Of cause, this is a sudo code only and more details need to be figured out. But do you think this is the step in the right direction and it's worth moving forward? Comments, suggestions are very welcome.

I think that this basic approach is sound and worth pursuing, perhaps initially prototyping it on a git branch? There are clearly a number of details that have to be worked out, especially for a completely general solution covering all types of plannodes. I personally find this an interesting project with lots of potential benefits to the product. As I come up to speed here at VoltDB, I'm hoping that I can strike a balance between supporting you in this effort, helping with a few of the identified high priority tasks in the team's backlog, and possibly branching out in some new directions of my own.

BTW, I actually lost track for a bit of the fact that your original non-inlined DISTINCT push-down has not been integrated. Do you have a clean patch with just that fix that might be ready for integration? There's some interest in getting that into the next iteration of development.

WRT the inlined distinct, I can see both sides of the argument for trying to integrate it vs. leaving it out in favor of the more general approach of switching over to a "pull" executor which will only require a small part of that change.

--paul


Michael Alexeev

unread,
Apr 9, 2012, 9:50:43 PM4/9/12
to voltd...@googlegroups.com
Hi Paul,

Sorry, I was out of town for the whole week and couldn't replay you earlier.
On Tue, Apr 3, 2012 at 9:14 PM, Paul Martel <pma...@voltdb.com> wrote:
HI, Mike.

On Thu, Mar 29, 2012 at 9:11 PM, Michael Alexeev <michael...@gmail.com> wrote:
Hi All,

Thanks everyone for the very valuable input! It seems that the consensus is that the top-down (or pull) solution to drive data through the executor's chain is preferable to the inline node approach . It eliminates the need for the multiple intermediate input/output tables for almost all nodes in the graph with the exception of input table(s) for leaf(s) and an output table for the root. The existing inline nodes also can be eliminated since their primary purpose is to bypass intermediate in/out tables which will be gone anyway. Is it more or less accurate?
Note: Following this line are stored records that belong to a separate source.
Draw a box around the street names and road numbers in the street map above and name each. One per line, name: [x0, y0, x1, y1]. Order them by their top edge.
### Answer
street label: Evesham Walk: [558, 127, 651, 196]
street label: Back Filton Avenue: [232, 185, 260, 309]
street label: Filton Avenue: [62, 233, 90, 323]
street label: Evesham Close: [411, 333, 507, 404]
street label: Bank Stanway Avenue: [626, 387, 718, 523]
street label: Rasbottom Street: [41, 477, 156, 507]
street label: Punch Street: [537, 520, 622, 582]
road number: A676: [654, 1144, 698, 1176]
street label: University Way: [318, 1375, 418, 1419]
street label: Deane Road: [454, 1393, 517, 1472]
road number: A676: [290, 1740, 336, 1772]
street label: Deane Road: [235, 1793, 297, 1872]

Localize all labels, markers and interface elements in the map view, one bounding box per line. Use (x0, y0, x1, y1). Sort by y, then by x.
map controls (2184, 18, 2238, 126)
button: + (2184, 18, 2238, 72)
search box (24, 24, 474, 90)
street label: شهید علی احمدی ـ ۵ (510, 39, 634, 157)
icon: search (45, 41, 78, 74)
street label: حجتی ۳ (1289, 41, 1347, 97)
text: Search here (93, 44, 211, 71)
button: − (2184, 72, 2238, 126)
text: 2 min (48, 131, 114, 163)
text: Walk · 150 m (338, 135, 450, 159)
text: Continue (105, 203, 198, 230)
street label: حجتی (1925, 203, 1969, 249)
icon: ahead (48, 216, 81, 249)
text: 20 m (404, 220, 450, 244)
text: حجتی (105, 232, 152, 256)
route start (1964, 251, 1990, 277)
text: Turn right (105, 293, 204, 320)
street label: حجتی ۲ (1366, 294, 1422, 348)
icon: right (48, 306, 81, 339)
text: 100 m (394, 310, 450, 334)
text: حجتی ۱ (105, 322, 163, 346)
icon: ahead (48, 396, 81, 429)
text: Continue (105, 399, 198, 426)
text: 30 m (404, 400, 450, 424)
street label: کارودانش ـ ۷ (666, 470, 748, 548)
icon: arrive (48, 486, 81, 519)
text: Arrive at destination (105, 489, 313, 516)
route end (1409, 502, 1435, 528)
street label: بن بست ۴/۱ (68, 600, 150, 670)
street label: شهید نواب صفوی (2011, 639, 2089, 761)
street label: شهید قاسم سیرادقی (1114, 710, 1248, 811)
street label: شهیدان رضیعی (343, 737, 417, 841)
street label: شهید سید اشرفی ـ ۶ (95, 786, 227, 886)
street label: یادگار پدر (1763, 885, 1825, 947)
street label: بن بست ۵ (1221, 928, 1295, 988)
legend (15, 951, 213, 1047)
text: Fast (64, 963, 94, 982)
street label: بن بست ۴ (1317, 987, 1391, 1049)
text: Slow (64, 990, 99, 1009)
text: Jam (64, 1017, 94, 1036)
Below is my attempt to refactor the existing logic based on the Paul's and Ariel's suggestions:

1. factor out the behavior of the (per input row) loop body in Executor::p_execute -- call it Executor::exec_one
   Easy for some executors, not so for others - nested loop ones, for example

Yes. The degree of difficulty is closely related to how much state p_execute is currently keeping in the call stack when it is ready to "insert the next row". In the simplest pull model "insert the next row" translates to something like "return the row, BUT remember how to get back here to find the next one". So lots of local variables need to be preserved as Executor data members. More complex Executors like joins, especially outer joins, that operate in phases will operate like finite state machines.

Agree. Either we need to preserve the state between the calls or pass it as additional parameters or both. At the moment I don't feel what is the right solution but hope to get a better idea after some prototyping.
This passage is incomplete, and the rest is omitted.